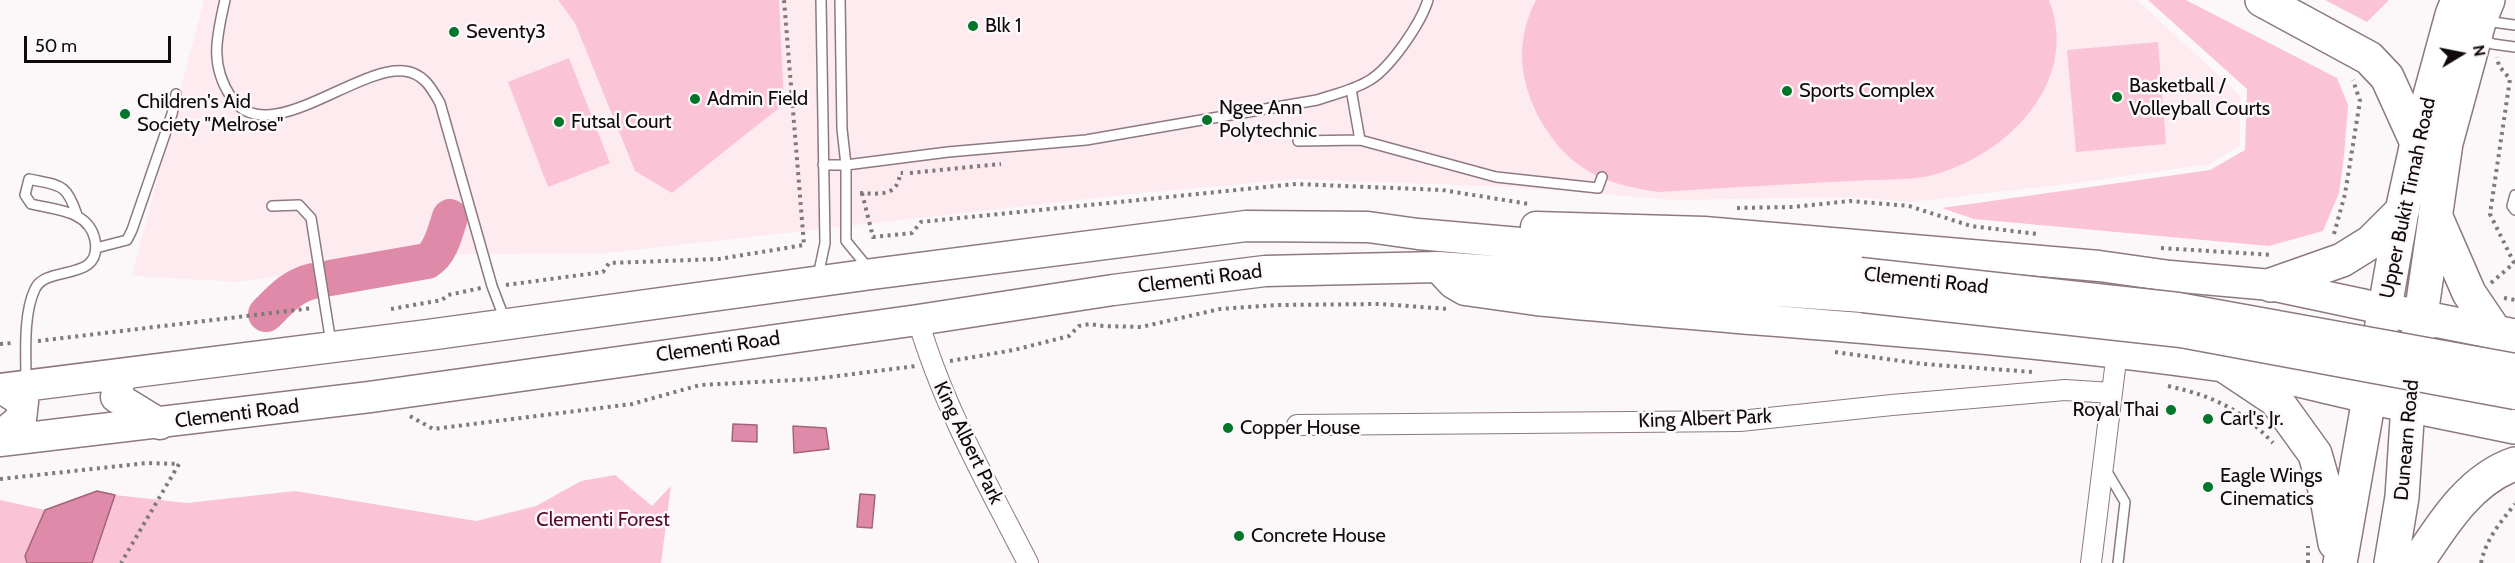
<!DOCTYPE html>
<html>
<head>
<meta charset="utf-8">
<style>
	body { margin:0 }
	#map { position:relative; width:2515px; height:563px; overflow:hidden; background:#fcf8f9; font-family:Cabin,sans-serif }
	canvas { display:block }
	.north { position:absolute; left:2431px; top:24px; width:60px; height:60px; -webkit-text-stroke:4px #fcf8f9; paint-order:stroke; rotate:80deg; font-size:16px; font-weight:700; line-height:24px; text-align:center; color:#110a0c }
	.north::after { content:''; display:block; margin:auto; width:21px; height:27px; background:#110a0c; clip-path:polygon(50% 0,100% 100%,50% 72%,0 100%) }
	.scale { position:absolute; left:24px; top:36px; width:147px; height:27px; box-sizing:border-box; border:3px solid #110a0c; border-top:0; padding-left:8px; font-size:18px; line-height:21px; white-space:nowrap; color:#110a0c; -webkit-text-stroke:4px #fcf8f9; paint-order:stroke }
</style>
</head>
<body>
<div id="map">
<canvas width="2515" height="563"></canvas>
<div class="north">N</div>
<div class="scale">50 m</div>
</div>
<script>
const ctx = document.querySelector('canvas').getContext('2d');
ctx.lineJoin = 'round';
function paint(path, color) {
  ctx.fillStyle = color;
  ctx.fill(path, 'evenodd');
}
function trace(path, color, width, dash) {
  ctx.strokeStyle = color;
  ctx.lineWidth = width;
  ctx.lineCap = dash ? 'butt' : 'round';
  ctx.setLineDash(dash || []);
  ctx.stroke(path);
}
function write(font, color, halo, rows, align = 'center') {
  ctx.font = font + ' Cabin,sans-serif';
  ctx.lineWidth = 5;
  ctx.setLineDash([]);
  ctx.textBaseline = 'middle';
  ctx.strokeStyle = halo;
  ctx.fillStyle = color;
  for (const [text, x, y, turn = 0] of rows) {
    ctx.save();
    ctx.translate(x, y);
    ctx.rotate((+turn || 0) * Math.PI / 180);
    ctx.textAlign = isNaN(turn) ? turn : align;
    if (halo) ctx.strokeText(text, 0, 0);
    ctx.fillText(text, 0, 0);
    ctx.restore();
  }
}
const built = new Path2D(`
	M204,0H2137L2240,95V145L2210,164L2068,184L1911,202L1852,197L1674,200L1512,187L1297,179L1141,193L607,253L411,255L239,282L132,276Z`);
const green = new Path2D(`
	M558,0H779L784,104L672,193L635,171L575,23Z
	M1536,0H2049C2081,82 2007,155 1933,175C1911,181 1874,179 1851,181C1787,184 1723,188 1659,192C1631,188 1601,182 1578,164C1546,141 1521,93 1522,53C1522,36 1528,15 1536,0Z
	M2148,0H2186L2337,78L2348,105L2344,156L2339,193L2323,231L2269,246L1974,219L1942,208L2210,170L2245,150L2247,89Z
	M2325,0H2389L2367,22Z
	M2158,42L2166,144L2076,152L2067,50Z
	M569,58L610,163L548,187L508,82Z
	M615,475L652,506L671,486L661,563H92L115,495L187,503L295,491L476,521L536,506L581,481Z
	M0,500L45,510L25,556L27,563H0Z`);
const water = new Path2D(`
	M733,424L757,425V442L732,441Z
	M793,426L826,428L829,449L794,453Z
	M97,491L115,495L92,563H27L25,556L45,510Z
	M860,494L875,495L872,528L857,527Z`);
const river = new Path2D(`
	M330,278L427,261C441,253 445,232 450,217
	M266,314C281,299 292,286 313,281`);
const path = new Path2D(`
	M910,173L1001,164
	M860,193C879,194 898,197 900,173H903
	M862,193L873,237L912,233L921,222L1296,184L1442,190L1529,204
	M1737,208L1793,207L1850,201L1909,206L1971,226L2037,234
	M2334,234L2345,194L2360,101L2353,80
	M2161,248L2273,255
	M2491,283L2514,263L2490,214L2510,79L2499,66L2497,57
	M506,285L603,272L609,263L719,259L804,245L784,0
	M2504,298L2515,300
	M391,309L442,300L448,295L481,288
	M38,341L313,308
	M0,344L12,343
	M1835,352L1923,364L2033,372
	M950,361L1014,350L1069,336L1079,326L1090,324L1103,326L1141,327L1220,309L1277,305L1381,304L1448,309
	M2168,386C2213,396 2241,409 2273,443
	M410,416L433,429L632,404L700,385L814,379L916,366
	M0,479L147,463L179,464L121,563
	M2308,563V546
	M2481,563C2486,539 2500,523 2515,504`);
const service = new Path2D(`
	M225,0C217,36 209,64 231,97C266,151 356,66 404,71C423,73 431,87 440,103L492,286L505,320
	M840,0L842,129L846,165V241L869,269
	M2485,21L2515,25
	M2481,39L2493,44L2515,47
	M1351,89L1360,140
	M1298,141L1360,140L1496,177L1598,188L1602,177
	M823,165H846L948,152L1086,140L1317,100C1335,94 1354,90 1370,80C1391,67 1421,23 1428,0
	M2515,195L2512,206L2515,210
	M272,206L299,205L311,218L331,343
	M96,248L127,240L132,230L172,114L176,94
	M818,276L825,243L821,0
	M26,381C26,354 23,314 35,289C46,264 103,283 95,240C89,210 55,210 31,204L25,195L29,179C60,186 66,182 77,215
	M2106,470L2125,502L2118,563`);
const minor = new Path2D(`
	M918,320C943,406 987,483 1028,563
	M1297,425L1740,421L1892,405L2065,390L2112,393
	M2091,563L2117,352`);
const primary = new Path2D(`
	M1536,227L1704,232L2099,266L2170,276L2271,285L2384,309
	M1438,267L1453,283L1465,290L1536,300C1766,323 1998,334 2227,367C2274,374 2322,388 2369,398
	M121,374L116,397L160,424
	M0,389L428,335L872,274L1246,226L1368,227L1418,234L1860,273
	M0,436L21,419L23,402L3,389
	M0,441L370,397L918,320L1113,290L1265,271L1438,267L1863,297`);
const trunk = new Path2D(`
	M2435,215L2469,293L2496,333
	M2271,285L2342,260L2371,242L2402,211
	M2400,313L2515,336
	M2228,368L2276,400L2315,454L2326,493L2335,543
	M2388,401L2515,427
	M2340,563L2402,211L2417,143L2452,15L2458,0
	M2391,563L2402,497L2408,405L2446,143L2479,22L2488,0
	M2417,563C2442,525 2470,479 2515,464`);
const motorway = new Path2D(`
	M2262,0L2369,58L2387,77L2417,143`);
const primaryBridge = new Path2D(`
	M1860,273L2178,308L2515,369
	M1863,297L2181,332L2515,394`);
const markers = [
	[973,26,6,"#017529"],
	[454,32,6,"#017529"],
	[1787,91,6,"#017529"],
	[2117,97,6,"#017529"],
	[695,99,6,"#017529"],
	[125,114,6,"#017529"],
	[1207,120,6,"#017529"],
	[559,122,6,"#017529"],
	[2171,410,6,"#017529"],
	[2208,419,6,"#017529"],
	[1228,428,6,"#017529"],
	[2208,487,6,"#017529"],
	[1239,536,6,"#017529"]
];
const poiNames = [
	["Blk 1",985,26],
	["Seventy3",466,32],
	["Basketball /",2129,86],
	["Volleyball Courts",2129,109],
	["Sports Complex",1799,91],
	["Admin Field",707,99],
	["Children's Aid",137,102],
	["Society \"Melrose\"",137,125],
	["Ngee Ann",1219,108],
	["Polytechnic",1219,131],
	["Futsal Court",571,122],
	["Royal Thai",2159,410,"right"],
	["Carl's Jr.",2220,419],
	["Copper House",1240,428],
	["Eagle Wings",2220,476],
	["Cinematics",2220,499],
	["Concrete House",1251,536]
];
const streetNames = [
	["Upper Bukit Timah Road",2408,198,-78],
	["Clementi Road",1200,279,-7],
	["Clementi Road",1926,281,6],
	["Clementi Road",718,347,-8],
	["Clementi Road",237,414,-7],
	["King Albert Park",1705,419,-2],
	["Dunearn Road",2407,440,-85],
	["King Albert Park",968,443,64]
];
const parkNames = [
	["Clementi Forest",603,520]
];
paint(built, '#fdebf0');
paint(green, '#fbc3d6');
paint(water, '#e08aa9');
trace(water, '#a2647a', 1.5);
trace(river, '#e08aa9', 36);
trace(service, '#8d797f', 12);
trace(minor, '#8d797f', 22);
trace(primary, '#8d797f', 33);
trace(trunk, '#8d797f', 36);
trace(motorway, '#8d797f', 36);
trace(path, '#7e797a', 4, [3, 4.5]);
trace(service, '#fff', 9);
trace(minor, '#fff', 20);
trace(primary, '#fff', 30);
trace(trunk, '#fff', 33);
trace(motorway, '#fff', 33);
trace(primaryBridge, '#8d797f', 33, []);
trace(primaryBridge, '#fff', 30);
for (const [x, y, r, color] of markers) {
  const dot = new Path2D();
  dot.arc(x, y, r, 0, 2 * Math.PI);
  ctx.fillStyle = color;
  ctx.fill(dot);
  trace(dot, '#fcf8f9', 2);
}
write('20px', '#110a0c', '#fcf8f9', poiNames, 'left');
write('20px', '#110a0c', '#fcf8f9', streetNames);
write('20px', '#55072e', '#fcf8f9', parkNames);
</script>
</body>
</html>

=======

*INSTRUCTIONS TO FOLLOW:*
Among the entries above, how many lines include the word "rows"? Reply with the number only.

*REPLY:*
2